At a minimum, here are some of the features that YPFS should be expected to support:

    Automatic Sorting.  Pictures should be only copied into the root level of the file system.  I.E.  If you have mounted it at ~/MyPFS in your home directory, you would just copy pictures to that directory, not any subdirectories.  YPFS should not display them there, though -- it should automatically move/link the file to the appriate subdirectories.
    Sorting by date taken.  For pictures that have EXIF headers, they should be read.  For other pictures, the date the file was created should be used instead. 
    Clean Back-end Storage.  You won't be implementing a full file system, so any files in ~/MyPFS will have to have a representation in a back-end store. Conceptually, this could be anything -- a database, a magic file in /tmp, a hidden ~/.mypics directory. However, implement this so that the picture repository will in fact be stored in the directory that you are mounting it over.  ie  if you do not mount your fuse file system, all of the relevant data should be accessible in the regular directory ~MyPFS.  
        Special note:  This does not mean that the pictures themselves need to be stored in that underlying directory.  You might, for example,  push all of the pictures to flickr and just store the correct URL contact strings and access time metadata in the ~MyPFS directory.
    Type portability.  The difference between gif, jpg, png, etc. are technological, not having to do with the nature of a picture.  So if a file IMG00923.jpg has been copied into the file system and it has been classified as Dates/2010/March/Pic3.jpg, you should also be able to access Pic2.gif or Pic2.png without error.

Tools

 You will be using the FUSE toolkit to implement your file system for this project.  Accessing complex libraries (like those needed to read the exif headers) from the kernel is problematic, and FUSE helps to solve this.  FUSE, in essence, brings a bit of microkernel to the Linux macrokernel.  It implements the Linux virtual file system interface in the kernel by providing callback functions to a registered userspace program.  The userspace daemon can then perform the action as requested and supply the updates to the inodes, directory structures, etc. through a set of provided functions.

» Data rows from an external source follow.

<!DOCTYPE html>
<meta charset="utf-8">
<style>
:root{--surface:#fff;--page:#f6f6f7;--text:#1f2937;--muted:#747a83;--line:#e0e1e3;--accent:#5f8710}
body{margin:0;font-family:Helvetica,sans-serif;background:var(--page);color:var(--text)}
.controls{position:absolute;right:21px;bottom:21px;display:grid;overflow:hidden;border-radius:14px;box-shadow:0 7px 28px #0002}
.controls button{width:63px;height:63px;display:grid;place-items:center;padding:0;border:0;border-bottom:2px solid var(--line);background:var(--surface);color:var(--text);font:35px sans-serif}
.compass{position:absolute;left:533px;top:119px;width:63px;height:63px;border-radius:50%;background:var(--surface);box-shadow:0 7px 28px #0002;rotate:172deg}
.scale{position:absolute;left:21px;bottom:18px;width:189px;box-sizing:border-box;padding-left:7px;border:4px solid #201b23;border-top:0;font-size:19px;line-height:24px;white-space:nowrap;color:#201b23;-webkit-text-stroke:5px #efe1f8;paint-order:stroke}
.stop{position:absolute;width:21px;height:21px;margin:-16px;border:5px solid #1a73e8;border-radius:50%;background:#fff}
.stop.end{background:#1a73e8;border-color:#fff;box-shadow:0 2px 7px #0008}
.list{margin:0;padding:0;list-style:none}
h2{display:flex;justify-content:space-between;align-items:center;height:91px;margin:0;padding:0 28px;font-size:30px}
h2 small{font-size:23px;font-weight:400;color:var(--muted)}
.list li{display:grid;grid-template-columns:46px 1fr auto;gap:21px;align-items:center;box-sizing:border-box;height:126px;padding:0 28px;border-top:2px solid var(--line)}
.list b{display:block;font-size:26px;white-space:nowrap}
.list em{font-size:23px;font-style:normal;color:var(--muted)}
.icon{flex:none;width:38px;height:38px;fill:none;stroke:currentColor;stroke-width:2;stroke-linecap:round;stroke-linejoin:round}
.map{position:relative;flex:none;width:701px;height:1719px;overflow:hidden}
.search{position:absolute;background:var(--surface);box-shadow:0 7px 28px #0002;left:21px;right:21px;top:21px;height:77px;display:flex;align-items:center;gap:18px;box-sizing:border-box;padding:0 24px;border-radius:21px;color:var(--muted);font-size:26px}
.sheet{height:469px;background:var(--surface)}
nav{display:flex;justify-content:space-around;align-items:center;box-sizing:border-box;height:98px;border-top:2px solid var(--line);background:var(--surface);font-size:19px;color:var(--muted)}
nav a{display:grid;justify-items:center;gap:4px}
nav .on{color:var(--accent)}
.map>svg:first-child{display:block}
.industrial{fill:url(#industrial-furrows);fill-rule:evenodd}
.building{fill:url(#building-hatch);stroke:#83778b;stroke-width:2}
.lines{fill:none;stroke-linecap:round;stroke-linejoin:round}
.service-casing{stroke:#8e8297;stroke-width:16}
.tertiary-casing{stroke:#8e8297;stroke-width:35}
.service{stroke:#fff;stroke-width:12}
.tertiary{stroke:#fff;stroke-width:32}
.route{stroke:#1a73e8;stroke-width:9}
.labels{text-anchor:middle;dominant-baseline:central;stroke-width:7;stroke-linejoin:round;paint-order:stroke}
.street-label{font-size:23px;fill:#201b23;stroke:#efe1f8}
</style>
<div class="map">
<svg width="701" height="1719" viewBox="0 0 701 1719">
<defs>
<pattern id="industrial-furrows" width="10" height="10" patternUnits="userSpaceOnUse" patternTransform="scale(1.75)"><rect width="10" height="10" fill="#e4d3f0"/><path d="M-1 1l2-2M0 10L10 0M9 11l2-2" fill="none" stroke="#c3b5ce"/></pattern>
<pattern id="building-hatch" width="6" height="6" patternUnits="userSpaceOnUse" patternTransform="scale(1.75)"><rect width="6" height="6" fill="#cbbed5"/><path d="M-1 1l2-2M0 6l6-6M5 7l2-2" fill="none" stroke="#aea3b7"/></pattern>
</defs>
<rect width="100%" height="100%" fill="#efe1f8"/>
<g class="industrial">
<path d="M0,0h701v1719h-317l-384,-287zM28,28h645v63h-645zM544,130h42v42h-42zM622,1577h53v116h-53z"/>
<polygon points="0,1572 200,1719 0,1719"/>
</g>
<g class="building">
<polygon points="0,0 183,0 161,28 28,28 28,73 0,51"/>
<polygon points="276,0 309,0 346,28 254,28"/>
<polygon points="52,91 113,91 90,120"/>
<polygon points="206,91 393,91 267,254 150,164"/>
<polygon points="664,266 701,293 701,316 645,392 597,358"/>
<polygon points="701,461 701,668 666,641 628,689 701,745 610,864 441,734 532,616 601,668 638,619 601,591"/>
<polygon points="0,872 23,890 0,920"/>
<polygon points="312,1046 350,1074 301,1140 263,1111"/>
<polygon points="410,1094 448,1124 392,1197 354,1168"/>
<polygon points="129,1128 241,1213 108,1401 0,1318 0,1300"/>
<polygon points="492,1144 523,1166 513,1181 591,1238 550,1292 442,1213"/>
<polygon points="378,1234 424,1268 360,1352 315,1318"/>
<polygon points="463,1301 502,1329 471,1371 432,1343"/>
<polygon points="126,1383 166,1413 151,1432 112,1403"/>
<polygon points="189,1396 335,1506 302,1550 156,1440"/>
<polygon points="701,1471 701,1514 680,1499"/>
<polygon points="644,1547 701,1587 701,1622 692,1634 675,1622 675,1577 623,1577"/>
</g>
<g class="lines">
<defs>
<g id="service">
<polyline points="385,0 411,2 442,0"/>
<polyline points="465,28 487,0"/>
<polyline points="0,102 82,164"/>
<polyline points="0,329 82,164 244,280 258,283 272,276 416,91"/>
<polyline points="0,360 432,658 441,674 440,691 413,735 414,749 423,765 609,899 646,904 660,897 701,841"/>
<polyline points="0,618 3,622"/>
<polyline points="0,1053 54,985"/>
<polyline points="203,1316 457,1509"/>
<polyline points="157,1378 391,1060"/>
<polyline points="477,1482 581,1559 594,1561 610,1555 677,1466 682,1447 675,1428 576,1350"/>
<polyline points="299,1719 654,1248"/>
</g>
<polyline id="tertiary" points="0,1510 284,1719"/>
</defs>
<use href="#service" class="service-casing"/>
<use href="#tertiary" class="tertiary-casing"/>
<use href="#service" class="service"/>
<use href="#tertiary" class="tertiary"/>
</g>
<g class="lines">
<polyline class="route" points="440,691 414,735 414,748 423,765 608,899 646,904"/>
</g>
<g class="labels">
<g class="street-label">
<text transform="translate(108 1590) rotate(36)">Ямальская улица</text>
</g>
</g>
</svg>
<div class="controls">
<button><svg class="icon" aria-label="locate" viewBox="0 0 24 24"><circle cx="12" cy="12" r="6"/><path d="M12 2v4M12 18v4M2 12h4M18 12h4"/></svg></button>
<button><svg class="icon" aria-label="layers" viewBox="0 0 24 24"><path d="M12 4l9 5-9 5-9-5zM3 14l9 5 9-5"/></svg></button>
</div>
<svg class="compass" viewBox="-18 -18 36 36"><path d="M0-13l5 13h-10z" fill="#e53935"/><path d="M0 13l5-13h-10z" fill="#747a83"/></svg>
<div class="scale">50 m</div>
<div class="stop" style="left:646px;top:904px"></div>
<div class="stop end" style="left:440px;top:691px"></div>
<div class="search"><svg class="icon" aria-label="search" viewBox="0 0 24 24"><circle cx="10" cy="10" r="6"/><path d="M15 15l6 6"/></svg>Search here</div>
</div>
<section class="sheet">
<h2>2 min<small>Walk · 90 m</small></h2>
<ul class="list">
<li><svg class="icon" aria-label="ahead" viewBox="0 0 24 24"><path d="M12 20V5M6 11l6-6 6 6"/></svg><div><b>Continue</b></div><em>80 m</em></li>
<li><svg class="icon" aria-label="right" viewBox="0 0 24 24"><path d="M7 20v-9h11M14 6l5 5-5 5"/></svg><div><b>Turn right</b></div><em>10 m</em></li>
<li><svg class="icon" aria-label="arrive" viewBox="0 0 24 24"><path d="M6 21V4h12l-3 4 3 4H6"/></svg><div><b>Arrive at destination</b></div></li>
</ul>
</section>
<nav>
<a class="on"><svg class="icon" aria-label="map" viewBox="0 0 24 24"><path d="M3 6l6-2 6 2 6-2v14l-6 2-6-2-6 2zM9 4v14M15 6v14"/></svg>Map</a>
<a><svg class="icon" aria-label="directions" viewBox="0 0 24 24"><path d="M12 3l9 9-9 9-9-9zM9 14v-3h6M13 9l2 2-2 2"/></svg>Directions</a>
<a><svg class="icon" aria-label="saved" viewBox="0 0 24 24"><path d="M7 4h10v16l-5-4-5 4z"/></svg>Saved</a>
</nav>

You can go and dowload FUSE and build and install it for your 2.6.24 kernel if you like.  However, a package for the redhat kernel already exists and has been installed for your use on all of the factors.  There are a number of tutorials and hello world examples to read online about how to get started with fuse.  Useful pages to start with are

http://fuse.sourceforge.net/  -- The main page for all things fuse.

http://fuse.sourceforge.net/helloworld.html  -- a simple hello world

EXIF data is something that you can use pre-existing implementations to access.  For example, libexif (http://libexif.sourceforge.net/) or exiv2 (http://www.exiv2.org/) are both good solutions.

 
Report

You will need to turn in an implementation of YPFS along with a report detailing its design and implications for reliablity etc, mesurements of performance, and future enhancement potential.  You will be provided an initial selection of pictures, but a key performance metric will be scalability to large number of pictures, so you are encouraged to utilize more photos where possible.  (Do not utilize anything that you do not want displayed publicly in class with your entire family watching as well....)

Your team will provide a demo in class during the last week of class.  Note that this means the demo is due before the report and code turn-in date.  Please plan accordingly.  For the in-class demo, the majority of your time should be devoted to discussing the design, but you should come prepared to demonstrate your file system at work.  

Exact details for the demonstration will be forthcoming, but it will involve X forwarding of the Nautilus graphical browser to the classroom screen.